The expected output is each line below containing "strong", copied in full.

━━ Extracted material ━━

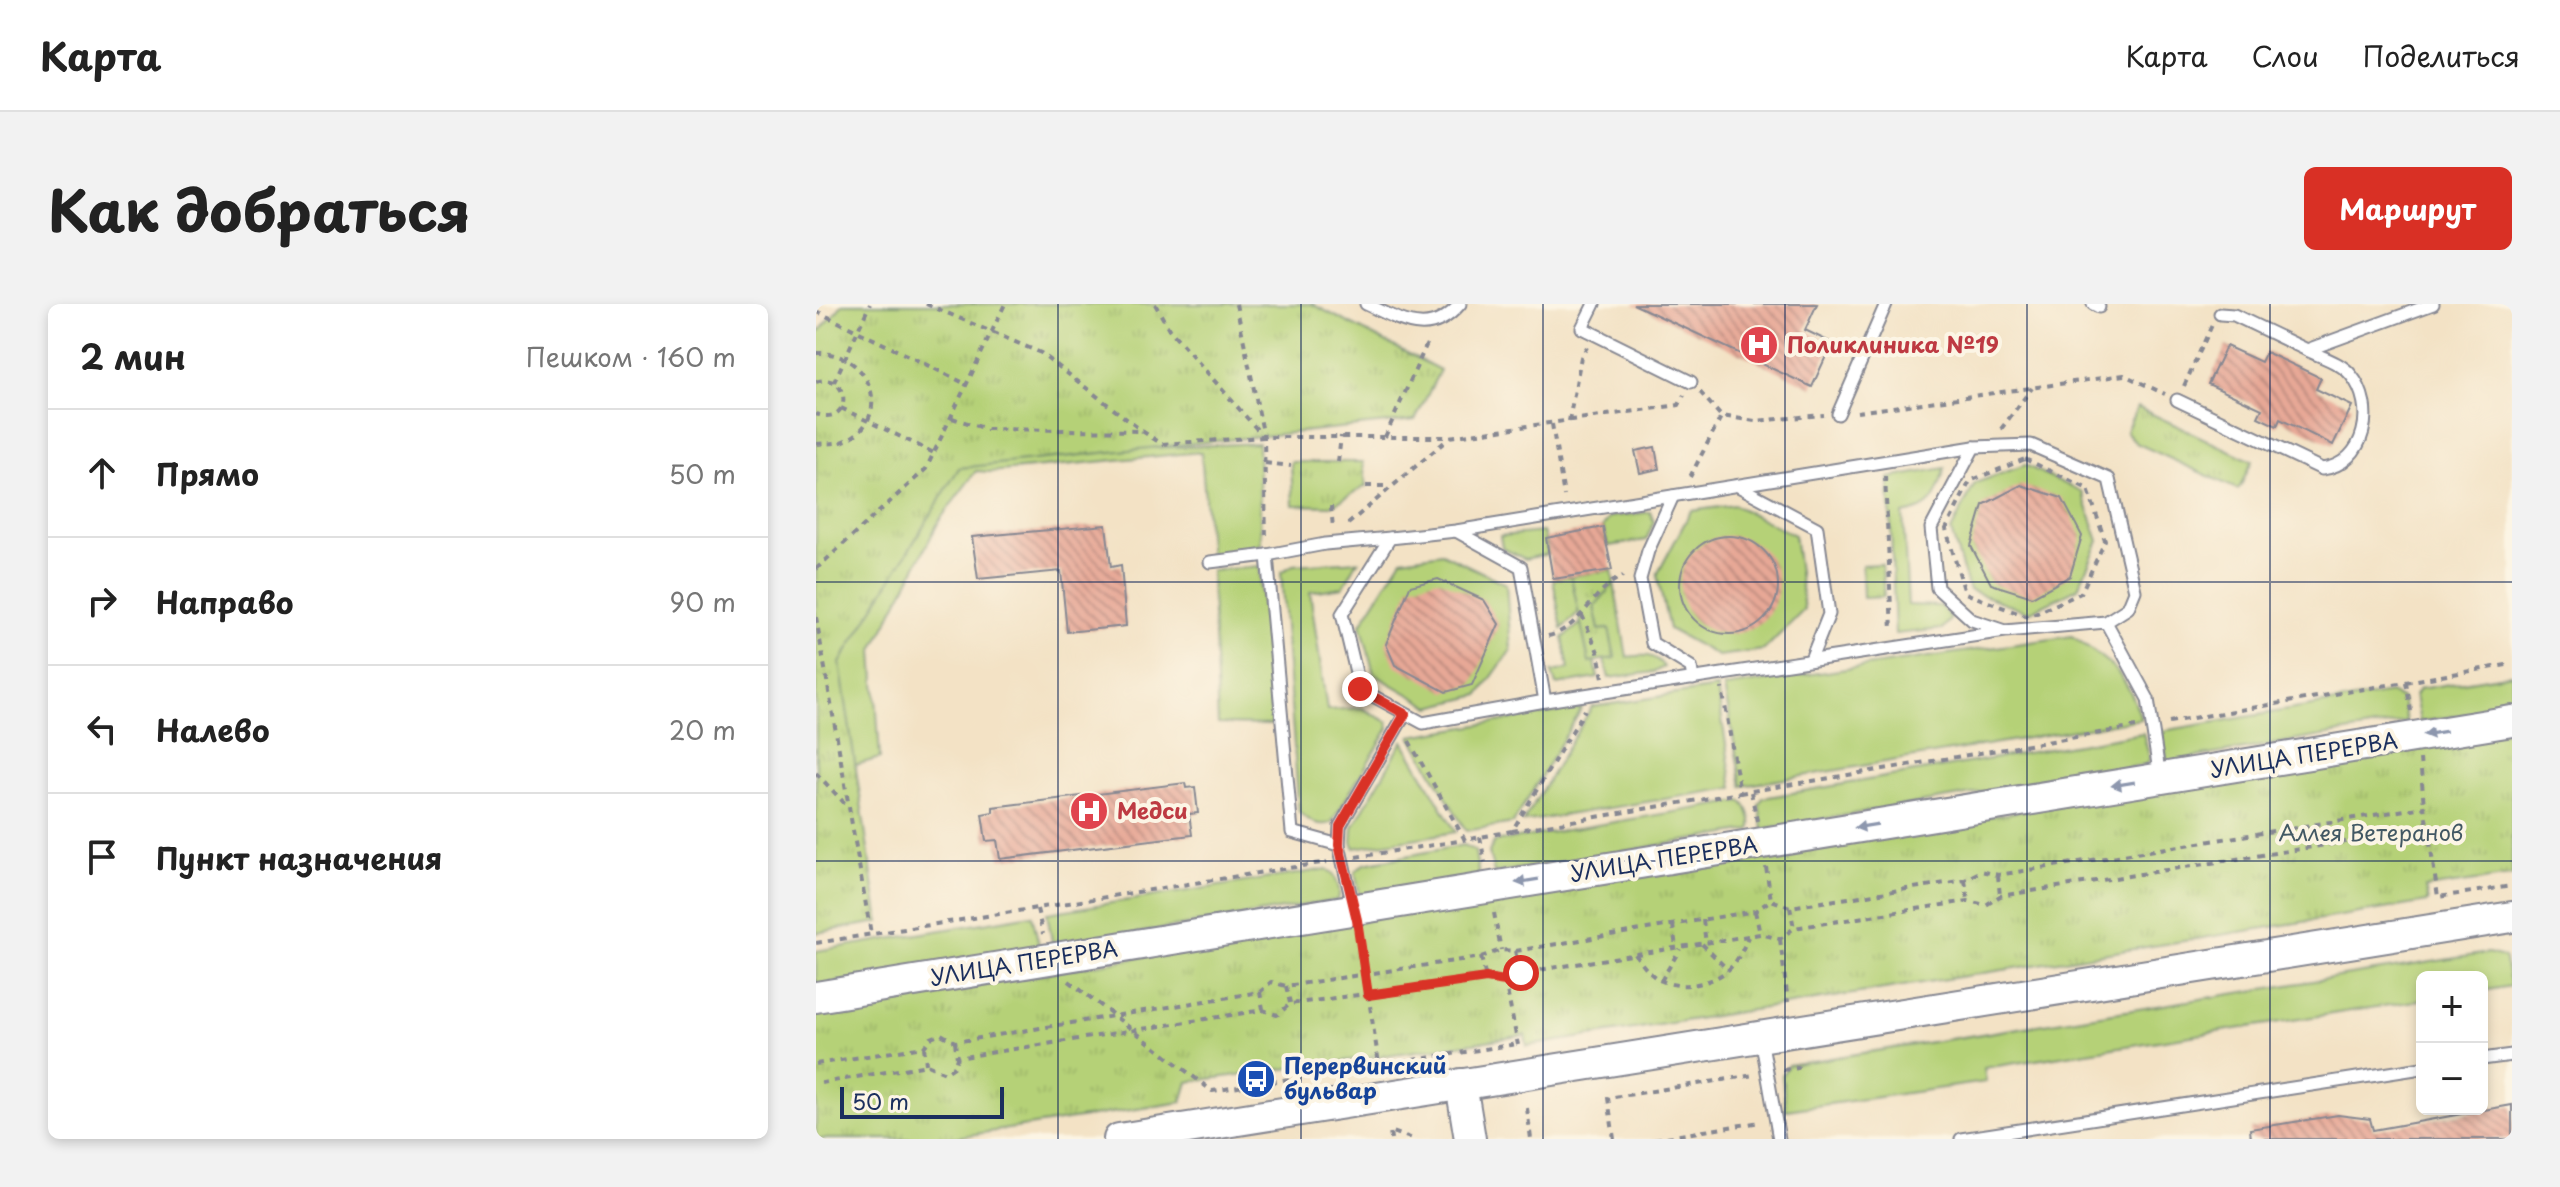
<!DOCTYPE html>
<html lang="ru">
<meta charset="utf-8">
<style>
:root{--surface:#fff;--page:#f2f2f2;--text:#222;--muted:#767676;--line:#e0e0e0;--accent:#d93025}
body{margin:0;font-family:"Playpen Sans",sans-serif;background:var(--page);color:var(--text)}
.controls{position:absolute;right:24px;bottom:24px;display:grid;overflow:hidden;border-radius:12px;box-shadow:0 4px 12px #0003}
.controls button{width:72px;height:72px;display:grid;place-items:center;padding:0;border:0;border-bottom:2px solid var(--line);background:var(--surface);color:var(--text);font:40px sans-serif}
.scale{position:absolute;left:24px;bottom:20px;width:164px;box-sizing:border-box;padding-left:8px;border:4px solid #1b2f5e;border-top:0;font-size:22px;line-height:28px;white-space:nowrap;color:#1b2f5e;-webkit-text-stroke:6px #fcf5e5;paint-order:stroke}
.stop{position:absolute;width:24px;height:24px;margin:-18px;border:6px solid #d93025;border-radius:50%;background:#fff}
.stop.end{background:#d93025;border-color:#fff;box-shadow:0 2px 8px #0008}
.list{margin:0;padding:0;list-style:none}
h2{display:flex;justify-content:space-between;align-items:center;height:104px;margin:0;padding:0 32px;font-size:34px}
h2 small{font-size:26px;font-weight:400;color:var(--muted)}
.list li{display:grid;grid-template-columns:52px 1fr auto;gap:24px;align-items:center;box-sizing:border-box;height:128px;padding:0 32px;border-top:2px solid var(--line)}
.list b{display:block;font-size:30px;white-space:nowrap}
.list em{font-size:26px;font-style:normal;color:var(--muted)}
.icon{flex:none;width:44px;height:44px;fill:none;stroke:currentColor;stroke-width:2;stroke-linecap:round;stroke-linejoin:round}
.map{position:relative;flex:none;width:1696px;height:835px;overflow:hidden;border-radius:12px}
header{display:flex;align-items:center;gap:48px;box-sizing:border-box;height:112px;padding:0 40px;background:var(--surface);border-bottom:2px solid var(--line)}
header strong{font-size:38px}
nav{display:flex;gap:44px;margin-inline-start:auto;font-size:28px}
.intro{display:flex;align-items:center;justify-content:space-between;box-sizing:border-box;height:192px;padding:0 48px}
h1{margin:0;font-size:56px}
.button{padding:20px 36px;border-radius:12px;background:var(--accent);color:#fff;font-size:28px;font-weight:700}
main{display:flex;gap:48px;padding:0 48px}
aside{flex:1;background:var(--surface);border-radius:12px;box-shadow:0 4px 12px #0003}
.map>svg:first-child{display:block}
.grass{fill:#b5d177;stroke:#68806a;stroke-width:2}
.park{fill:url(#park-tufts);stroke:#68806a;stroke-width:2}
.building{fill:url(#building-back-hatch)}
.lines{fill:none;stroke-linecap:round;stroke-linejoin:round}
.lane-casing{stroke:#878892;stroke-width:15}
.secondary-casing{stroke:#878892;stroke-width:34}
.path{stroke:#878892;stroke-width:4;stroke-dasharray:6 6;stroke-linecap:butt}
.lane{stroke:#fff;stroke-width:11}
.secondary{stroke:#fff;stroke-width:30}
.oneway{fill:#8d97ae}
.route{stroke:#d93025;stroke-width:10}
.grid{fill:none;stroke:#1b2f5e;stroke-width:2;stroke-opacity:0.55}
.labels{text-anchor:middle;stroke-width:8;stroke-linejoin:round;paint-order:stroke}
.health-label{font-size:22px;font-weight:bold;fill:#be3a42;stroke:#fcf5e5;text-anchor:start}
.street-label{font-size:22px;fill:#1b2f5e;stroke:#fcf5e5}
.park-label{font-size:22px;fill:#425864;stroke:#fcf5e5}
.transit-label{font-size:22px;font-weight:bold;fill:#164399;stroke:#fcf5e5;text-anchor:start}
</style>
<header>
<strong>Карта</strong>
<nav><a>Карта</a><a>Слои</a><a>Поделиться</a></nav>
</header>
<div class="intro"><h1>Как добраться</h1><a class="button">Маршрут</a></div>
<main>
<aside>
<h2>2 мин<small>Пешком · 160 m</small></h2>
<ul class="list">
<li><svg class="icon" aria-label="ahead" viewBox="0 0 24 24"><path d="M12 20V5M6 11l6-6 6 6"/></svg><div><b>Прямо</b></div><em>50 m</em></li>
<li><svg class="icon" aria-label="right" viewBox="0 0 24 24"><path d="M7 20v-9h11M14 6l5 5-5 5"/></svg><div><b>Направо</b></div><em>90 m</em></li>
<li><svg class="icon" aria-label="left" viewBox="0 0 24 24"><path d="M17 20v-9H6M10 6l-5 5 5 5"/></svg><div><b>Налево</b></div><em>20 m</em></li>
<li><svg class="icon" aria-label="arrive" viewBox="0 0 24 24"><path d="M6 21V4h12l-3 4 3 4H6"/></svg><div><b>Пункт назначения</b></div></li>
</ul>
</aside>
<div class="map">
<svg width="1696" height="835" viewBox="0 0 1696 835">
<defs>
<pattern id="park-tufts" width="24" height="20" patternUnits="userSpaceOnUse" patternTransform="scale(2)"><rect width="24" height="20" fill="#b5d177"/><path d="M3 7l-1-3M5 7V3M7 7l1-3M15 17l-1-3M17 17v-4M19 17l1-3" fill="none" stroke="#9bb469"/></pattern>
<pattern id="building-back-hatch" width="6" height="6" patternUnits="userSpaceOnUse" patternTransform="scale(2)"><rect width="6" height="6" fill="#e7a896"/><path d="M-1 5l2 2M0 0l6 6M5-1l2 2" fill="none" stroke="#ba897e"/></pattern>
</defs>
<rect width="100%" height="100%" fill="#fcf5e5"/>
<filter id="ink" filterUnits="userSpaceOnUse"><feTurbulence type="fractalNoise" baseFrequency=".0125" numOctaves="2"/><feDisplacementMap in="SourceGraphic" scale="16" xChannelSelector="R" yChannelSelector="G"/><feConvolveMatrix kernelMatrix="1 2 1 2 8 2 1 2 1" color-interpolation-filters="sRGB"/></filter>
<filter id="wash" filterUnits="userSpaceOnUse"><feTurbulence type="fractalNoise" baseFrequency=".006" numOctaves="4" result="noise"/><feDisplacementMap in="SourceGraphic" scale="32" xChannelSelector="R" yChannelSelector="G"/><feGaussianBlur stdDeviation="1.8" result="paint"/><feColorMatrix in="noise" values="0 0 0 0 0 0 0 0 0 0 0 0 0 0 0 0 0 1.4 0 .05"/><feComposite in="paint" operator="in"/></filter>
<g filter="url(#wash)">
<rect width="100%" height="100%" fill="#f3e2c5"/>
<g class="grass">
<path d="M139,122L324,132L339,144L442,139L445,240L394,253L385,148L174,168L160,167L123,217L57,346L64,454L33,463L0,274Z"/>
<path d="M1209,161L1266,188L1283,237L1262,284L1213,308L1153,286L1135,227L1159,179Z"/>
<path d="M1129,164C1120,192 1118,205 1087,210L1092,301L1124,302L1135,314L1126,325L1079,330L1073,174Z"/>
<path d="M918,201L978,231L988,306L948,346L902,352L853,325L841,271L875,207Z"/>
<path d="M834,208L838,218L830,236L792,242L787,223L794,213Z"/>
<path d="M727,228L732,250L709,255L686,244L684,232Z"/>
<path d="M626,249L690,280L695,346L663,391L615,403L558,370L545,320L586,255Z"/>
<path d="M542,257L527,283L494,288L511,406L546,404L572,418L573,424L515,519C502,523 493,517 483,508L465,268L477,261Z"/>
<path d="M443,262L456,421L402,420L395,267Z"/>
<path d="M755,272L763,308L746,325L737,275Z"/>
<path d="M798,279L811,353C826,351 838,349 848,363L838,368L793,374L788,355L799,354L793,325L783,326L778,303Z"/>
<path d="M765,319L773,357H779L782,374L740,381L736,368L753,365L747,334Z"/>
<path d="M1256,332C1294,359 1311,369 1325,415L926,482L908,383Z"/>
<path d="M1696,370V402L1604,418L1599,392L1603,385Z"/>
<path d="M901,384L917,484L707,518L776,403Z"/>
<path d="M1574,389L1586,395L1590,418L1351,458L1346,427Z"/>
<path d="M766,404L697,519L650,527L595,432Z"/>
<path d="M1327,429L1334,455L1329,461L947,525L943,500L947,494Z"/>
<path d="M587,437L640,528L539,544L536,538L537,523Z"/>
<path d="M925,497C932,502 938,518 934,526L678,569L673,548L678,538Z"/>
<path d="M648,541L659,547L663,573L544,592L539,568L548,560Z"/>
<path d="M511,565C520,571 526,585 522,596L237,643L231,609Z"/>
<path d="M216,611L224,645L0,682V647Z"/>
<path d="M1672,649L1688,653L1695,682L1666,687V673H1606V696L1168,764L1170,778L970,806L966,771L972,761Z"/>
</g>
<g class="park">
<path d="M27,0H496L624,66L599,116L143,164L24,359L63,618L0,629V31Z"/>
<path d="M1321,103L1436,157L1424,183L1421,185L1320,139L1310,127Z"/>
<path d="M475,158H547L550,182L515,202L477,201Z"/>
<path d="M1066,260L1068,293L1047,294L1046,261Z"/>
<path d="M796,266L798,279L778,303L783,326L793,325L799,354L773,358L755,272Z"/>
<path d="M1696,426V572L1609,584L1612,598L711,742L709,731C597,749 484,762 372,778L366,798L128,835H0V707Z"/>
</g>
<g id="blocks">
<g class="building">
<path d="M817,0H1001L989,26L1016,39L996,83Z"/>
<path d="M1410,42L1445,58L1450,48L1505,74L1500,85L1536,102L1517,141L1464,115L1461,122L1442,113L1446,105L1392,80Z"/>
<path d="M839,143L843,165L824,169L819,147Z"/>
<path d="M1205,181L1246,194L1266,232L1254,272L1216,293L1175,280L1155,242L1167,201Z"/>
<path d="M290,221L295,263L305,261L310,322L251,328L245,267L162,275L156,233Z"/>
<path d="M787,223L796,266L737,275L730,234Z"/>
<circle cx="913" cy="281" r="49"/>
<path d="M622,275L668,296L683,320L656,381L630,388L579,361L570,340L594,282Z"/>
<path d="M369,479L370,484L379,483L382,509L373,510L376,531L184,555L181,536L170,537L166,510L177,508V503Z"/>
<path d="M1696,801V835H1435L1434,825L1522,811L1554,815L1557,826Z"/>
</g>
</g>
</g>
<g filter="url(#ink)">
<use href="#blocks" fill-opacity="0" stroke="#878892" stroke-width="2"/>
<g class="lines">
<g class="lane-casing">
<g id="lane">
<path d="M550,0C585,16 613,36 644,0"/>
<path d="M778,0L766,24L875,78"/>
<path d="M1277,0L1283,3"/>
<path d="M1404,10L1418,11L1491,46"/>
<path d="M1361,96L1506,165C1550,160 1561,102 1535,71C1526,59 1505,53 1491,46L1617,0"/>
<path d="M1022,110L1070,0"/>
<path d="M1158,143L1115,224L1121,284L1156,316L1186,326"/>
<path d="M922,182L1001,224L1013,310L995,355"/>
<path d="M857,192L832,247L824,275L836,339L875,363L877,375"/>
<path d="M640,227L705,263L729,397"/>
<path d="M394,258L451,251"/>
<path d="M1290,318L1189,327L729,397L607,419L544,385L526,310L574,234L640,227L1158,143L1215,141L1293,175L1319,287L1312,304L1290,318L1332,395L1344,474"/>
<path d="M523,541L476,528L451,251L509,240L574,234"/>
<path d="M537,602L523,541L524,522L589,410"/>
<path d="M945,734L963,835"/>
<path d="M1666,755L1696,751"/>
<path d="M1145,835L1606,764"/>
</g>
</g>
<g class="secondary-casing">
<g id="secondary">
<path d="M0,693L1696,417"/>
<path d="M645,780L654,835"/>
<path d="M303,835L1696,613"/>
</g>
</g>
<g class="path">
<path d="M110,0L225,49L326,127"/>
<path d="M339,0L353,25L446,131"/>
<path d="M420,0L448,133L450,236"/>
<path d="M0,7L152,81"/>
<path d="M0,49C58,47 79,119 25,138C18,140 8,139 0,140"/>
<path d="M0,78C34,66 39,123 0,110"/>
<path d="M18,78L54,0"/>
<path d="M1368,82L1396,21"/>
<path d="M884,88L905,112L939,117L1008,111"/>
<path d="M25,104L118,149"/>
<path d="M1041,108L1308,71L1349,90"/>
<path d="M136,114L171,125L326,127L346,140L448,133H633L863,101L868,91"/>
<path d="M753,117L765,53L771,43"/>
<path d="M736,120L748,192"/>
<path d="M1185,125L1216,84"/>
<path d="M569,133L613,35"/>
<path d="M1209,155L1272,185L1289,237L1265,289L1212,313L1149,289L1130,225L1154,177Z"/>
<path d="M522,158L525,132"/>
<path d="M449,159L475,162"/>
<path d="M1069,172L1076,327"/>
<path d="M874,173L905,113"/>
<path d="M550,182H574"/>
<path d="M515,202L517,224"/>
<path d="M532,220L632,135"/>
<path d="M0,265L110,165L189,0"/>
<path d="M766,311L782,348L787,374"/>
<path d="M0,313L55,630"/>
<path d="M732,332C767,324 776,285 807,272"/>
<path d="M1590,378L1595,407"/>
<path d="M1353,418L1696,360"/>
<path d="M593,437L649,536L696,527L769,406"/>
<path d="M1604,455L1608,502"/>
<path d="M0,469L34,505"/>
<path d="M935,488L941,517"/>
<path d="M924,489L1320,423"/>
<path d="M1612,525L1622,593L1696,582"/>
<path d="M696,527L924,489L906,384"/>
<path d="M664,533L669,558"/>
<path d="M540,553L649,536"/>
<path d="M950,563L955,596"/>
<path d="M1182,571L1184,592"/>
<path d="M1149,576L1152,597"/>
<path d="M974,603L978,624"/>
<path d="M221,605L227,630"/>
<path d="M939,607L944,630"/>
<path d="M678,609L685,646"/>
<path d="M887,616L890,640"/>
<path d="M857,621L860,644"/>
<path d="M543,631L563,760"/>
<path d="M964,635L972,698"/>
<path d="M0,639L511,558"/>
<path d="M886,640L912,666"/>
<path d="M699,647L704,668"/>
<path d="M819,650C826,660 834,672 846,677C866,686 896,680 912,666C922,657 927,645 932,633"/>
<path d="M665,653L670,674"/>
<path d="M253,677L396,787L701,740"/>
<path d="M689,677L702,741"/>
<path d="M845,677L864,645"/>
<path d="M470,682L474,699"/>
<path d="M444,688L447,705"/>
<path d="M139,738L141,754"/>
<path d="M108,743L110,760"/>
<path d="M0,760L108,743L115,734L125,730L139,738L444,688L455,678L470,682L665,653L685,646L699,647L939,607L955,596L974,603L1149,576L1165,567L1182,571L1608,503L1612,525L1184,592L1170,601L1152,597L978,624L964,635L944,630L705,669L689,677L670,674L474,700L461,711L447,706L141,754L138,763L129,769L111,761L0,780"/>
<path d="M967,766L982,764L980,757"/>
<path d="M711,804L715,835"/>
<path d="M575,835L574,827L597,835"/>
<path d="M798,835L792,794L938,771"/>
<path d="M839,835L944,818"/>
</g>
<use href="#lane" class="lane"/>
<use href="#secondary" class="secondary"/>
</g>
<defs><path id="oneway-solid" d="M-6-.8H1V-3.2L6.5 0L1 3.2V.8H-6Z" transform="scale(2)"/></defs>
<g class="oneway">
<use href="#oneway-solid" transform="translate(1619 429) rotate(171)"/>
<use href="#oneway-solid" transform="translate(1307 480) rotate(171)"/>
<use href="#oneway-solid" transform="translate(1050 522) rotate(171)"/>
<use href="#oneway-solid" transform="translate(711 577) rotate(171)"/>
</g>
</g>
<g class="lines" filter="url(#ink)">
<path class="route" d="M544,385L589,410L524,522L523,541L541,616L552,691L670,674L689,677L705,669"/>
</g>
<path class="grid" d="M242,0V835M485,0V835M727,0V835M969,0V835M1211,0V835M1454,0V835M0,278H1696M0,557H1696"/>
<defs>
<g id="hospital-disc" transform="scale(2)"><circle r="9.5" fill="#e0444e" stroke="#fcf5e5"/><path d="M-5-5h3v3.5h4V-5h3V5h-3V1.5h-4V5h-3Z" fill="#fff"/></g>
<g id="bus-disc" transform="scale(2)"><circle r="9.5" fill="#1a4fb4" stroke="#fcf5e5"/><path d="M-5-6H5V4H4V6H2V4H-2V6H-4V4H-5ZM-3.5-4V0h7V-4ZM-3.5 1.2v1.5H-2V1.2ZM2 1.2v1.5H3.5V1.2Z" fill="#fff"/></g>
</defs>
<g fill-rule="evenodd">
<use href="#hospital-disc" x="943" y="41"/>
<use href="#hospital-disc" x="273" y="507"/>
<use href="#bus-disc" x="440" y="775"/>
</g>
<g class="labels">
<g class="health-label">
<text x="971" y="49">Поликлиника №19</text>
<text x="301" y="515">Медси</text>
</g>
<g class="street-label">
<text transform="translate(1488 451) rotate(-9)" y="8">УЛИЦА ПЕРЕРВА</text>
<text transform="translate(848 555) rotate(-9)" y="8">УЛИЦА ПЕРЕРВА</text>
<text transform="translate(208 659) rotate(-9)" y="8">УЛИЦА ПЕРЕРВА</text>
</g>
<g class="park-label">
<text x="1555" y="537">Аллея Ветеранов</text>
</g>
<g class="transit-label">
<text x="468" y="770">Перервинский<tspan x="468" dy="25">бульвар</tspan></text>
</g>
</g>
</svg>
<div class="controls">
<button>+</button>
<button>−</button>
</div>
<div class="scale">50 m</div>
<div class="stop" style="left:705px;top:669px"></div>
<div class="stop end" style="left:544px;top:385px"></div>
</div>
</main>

━━━

=== Solved problem ===
header strong{font-size:38px}
<strong>Карта</strong>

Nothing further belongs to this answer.